We are happy to announce that the first Susu loan in Ghana opened up for bidding this morning. It’s a 7,273 euro loan to JAA Secretarial & Susu Services who have indicated the names of seven Susu Borrowers who will benefit from the loan. The concept of Susu collectors was presented here on the blog back in February:
In short it is a system where Susu collectors handle the cash management of micro entrepreneurs or traders – both their savings and their loans. The Susu collectors, who typically have 500 clients, collect an agreed daily amount of savings from the trader every day and deposit this on a bank account. The collector’s fee is the sum of one day’s collections every month.
We noticed that the initial presentation of Susu loans created interest among investors, so we asked Felix Quansar, CEO of Premier Resource Capital who provides the loans, to elaborate a bit on the topic. You can read his text below.
The financial sector in Ghana is made up of the Banking sub-sector, Non-Bank Financial sub-sector, a Semi-formal financial sub-sector and the Informal Financial sub-sector.
The Informal Financial sub-sector includes the activities of Moneylenders, Susu Collectors (savings mobilizers), Agricultural processors and input distributors, Susu group/Rotating Savings and Credit Associations (ROSCA) and friends and relatives.
Susu groups are grouping of individuals who have come together with the common interest of raising capital or target amount for specific purposes through daily saving scheme arranged with a collector, referred to as Susu Collector.

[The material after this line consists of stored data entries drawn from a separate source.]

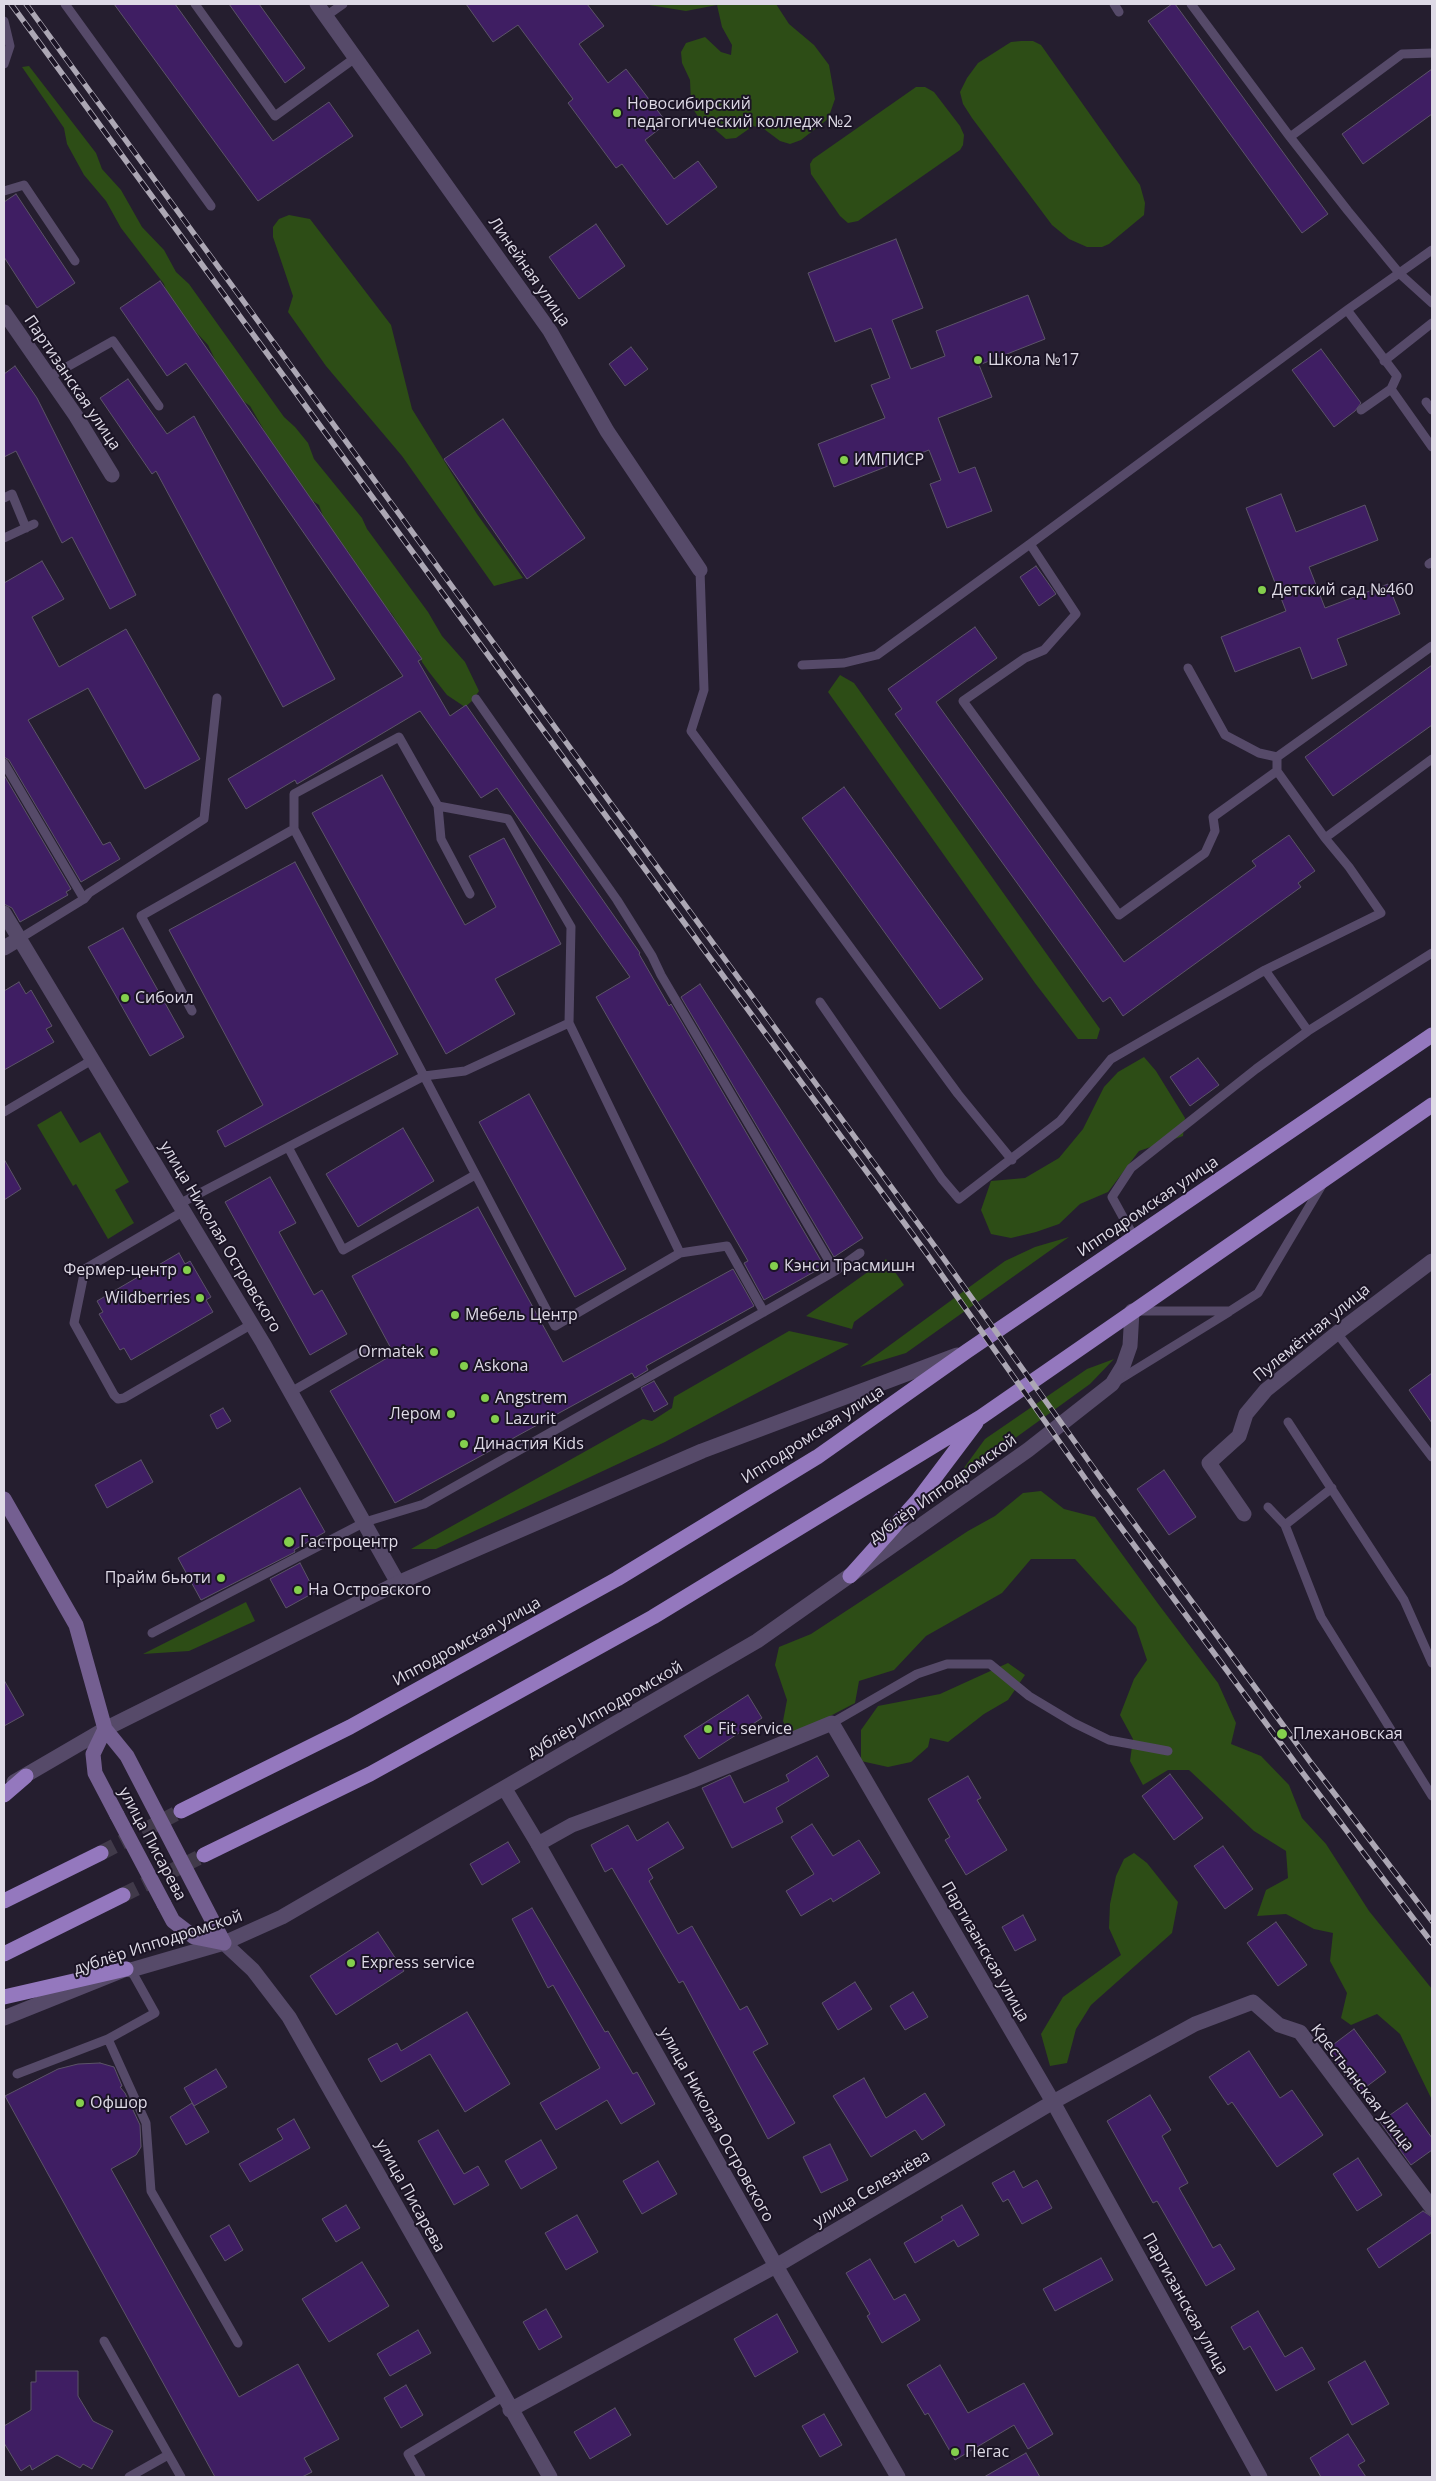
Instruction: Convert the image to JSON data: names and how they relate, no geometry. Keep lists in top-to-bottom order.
{
  "streets": {
    "highway": ["Ипподромская улица"],
    "main road": ["улица Писарева"],
    "street": [
      "Линейная улица",
      "Партизанская улица",
      "улица Николая Островского",
      "Пулемётная улица",
      "дублёр Ипподромской",
      "Крестьянская улица",
      "улица Селезнёва"
    ]
  },
  "crossings": [
    ["Партизанская улица", "улица Селезнёва"],
    ["улица Николая Островского", "дублёр Ипподромской"],
    ["улица Николая Островского", "улица Селезнёва"],
    ["дублёр Ипподромской", "улица Писарева"],
    ["улица Писарева", "улица Селезнёва"],
    ["Крестьянская улица", "улица Селезнёва"]
  ],
  "places": [
    "Новосибирский педагогический колледж №2",
    "Школа №17",
    "ИМПИСР",
    "Детский сад №460",
    "Сибоил",
    "Кэнси Трасмишн",
    "Фермер-центр",
    "Wildberries",
    "Мебель Центр",
    "Ormatek",
    "Askona",
    "Angstrem",
    "Лером",
    "Lazurit",
    "Династия Kids",
    "Гастроцентр",
    "Прайм бьюти",
    "На Островского",
    "Fit service",
    "Плехановская",
    "Express service",
    "Офшор",
    "Пегас"
  ]
}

The collection schemes allow and motivate the clients or individuals to contribute fixed small amounts from daily wages or incomes to their savings each day. This scheme has encouraged the very economically active poor and marginalized individuals to raise capital due to the flexibility that allows the individual to contribute any convenient amounts to the collector – traditionally, the formal banks in Ghana demand specified minimum amount to open and maintain saving account. Invariably, many of the economically active poor and deprived have remained marginalized when it comes to access to financial services.

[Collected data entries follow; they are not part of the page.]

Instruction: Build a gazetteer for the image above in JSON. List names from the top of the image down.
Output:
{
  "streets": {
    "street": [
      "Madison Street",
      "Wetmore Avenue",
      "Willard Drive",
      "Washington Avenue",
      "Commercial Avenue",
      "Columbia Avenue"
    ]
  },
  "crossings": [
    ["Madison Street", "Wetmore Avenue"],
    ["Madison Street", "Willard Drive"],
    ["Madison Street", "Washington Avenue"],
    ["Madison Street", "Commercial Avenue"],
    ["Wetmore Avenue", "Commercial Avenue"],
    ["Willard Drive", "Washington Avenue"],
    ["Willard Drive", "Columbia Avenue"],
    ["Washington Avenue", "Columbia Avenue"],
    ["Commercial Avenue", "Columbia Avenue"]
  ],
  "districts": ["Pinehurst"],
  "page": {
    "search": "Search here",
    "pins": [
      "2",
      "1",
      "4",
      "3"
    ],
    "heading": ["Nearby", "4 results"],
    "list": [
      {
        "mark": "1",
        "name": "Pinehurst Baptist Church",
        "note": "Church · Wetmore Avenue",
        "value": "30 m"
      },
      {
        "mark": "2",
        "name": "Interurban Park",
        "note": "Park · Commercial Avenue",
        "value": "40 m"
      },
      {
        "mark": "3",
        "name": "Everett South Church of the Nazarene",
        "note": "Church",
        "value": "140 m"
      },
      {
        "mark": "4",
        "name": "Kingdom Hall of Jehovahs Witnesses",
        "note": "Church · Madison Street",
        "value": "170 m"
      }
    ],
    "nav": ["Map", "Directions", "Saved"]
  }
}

A number of Susu Collectors are registered with The Ghana Co-operative Susu Collectors’ Association established in 1994 as an umbrella organization. The Association has developed self regulatory framework that enables the Association to regulate and control the activities of the collectors to control the risk of clients losing their savings.
By the Financial Institution Law Susu Collectors are not permitted to offer loans to clients from the savings mobilized. However, they are allowed to on-lend funds to clients. Hence the Susu collectors are considerably experienced in on-lending scheme and have demonstrated high degree of success, achieving 100% loan recovery with Barclays Bank and Women’s World Banking on-lending schemes.
In this regards, the Susu groups and Collectors have emerged to provide avenue for small loans offered through on-lending arrangement as well as advances and providing mutual guarantee scheme and realistic security for the marginalized economically active poor. Susu collectors have invariably developed and demonstrated significant competences and skills in managing client savings and client loan repayments.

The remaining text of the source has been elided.